--- Task details ---
In the entries that follow, find the line containing "margin:0; padding:0; list-style:none", then output exactly every line from the first through that one.

--- Exercise material ---

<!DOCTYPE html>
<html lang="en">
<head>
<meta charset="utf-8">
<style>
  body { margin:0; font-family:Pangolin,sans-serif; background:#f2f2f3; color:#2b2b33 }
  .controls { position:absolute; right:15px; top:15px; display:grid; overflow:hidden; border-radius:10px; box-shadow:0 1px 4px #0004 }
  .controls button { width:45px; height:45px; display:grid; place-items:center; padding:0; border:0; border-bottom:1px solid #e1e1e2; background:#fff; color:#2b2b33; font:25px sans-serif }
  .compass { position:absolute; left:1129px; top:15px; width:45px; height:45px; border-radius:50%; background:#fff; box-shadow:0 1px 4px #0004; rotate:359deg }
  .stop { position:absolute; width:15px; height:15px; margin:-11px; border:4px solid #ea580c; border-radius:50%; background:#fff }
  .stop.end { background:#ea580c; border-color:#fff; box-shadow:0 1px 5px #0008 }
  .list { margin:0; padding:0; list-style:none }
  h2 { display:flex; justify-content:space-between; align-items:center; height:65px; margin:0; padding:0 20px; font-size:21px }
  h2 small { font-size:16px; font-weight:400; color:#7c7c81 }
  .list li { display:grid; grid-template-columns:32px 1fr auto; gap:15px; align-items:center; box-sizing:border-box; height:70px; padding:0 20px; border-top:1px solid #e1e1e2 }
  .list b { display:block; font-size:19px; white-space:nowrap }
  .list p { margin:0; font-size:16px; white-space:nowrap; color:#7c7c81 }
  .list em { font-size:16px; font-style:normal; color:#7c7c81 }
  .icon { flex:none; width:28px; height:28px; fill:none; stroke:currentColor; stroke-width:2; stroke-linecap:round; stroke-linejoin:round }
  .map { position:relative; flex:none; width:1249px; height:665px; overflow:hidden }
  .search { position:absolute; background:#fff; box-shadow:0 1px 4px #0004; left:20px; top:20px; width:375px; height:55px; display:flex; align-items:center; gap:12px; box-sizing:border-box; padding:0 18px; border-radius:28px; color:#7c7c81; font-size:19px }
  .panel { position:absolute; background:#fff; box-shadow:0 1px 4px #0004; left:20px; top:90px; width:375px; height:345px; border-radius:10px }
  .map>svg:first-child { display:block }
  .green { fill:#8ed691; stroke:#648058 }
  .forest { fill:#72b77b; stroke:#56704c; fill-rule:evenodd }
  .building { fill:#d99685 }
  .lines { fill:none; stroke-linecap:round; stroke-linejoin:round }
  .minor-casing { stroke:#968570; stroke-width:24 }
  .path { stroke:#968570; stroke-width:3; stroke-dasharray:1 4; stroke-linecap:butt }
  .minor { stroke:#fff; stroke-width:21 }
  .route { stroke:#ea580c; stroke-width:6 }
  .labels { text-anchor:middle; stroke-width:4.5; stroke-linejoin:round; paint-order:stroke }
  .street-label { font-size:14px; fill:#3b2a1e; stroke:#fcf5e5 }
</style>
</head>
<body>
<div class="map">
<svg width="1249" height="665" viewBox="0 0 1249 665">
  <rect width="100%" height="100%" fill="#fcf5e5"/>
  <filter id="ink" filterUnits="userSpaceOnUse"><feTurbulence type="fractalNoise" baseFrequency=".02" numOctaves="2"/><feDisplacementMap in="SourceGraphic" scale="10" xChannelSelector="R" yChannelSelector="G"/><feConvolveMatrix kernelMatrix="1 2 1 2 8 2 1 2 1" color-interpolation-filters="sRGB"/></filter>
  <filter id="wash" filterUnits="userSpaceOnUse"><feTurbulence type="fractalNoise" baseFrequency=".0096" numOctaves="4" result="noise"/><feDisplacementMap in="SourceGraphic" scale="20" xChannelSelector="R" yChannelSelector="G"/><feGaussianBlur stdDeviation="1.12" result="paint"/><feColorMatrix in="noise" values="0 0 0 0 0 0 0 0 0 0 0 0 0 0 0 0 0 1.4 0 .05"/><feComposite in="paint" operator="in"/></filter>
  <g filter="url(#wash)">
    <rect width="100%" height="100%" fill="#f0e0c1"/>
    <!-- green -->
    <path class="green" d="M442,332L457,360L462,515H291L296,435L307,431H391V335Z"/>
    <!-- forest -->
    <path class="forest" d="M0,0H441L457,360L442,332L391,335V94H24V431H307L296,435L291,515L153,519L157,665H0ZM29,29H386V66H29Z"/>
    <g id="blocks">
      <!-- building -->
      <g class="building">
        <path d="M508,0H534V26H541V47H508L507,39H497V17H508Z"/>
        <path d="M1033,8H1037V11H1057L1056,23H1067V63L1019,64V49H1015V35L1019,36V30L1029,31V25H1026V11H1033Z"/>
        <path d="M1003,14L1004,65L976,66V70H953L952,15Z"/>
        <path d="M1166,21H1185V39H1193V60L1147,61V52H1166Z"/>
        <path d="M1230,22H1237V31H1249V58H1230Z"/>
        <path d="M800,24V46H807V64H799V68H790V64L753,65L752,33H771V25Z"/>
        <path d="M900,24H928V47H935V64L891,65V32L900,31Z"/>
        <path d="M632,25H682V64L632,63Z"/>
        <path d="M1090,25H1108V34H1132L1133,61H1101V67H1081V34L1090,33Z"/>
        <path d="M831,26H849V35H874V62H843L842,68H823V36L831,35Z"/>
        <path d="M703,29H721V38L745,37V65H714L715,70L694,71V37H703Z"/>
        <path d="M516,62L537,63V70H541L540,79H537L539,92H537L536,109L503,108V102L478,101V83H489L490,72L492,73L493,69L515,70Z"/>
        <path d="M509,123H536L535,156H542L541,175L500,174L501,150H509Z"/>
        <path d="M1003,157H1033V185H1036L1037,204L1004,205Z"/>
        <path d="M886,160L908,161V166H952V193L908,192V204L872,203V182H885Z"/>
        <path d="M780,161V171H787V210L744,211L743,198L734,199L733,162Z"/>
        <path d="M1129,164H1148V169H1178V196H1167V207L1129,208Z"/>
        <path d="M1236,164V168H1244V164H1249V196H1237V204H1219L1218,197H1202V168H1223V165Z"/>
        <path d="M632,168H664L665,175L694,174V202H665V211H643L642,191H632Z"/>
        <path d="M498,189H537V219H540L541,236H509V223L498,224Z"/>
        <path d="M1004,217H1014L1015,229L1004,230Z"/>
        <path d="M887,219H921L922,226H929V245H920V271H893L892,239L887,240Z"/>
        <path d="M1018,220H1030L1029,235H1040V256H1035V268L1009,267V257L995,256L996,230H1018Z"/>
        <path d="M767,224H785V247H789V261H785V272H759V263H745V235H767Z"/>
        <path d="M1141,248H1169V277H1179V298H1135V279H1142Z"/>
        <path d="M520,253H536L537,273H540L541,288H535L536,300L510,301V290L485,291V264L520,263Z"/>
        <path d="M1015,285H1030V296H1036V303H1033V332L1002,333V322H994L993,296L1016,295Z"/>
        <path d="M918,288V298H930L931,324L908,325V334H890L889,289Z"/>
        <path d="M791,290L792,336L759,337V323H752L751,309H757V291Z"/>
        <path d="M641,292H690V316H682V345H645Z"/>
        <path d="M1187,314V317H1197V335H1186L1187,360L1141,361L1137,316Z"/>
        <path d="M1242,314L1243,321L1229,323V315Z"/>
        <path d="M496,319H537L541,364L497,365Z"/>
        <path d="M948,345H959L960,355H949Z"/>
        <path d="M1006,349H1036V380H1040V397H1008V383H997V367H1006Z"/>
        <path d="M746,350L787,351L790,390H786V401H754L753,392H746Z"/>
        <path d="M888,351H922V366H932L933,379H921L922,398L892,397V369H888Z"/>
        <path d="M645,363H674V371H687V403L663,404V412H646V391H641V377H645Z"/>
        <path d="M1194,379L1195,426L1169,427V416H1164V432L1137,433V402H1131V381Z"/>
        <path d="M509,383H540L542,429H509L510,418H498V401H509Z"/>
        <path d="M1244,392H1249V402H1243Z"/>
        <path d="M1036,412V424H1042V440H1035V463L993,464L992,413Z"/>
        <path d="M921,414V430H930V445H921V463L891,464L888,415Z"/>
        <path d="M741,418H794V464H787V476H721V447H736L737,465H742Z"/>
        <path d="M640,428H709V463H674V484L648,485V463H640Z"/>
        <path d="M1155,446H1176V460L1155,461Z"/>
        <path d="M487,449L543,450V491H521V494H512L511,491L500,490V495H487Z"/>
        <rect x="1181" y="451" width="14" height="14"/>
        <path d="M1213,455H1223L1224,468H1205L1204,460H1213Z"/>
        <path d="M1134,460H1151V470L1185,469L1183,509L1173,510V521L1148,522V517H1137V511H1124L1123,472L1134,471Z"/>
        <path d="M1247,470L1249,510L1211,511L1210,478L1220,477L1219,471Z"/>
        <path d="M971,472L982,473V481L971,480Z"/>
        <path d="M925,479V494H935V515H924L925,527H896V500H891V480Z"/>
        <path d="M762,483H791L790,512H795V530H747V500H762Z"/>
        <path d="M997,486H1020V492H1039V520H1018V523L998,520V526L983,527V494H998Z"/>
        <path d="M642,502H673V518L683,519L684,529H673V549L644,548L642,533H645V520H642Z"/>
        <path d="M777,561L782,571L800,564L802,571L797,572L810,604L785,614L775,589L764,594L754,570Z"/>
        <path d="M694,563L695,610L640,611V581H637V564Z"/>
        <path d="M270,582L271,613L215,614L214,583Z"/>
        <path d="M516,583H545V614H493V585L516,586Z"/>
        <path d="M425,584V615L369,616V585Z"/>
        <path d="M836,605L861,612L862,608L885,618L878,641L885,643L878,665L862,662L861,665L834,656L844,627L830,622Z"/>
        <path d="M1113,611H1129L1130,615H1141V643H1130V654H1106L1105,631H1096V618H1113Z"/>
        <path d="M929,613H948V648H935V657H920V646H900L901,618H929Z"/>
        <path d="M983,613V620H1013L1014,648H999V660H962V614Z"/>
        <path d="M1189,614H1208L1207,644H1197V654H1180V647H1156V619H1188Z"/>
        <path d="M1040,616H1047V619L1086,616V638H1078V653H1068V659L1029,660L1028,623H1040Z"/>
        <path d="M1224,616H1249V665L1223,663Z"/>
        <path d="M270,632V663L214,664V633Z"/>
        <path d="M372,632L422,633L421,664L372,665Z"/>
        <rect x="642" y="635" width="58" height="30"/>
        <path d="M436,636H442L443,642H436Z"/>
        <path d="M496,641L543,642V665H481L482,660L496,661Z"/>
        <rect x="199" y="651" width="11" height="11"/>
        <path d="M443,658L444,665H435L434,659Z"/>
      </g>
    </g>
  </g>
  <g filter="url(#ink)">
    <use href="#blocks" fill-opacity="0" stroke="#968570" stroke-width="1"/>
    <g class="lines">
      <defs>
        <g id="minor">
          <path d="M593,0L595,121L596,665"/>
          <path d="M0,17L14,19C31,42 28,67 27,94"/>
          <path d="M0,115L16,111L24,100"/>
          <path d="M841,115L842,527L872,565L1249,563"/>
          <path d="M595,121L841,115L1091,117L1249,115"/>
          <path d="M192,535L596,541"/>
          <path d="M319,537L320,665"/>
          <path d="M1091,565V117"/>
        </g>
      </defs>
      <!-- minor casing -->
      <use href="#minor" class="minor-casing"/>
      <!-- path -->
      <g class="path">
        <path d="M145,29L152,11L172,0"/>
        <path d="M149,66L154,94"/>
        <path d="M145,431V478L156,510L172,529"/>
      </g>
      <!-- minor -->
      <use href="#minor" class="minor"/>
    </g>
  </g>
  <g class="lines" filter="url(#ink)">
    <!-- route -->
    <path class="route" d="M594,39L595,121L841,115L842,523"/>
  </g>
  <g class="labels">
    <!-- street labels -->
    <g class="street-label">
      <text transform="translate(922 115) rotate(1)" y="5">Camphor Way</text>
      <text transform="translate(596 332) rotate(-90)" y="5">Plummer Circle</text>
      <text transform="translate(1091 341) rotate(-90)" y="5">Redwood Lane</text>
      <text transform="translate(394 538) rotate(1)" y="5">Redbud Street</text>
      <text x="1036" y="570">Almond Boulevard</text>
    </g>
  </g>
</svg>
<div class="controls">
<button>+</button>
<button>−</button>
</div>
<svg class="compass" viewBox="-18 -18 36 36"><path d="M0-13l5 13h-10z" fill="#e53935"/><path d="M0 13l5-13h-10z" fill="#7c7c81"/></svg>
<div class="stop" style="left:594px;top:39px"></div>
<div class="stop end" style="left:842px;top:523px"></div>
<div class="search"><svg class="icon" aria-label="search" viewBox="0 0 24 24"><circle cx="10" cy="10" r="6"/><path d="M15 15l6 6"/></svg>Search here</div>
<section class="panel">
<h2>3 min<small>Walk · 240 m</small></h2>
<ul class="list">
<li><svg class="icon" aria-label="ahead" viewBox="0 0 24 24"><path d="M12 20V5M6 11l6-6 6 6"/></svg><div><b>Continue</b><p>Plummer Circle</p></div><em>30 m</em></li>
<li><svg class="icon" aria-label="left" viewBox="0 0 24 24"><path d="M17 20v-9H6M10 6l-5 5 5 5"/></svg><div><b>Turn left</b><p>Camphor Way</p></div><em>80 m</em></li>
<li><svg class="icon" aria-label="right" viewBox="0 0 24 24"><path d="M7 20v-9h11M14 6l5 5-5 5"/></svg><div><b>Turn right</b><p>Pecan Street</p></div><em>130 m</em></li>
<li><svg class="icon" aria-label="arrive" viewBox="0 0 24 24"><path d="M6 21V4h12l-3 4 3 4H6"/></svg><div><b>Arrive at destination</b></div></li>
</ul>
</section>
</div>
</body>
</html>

--- Solution ---
<!DOCTYPE html>
<html lang="en">
<head>
<meta charset="utf-8">
<style>
  body { margin:0; font-family:Pangolin,sans-serif; background:#f2f2f3; color:#2b2b33 }
  .controls { position:absolute; right:15px; top:15px; display:grid; overflow:hidden; border-radius:10px; box-shadow:0 1px 4px #0004 }
  .controls button { width:45px; height:45px; display:grid; place-items:center; padding:0; border:0; border-bottom:1px solid #e1e1e2; background:#fff; color:#2b2b33; font:25px sans-serif }
  .compass { position:absolute; left:1129px; top:15px; width:45px; height:45px; border-radius:50%; background:#fff; box-shadow:0 1px 4px #0004; rotate:359deg }
  .stop { position:absolute; width:15px; height:15px; margin:-11px; border:4px solid #ea580c; border-radius:50%; background:#fff }
  .stop.end { background:#ea580c; border-color:#fff; box-shadow:0 1px 5px #0008 }
  .list { margin:0; padding:0; list-style:none }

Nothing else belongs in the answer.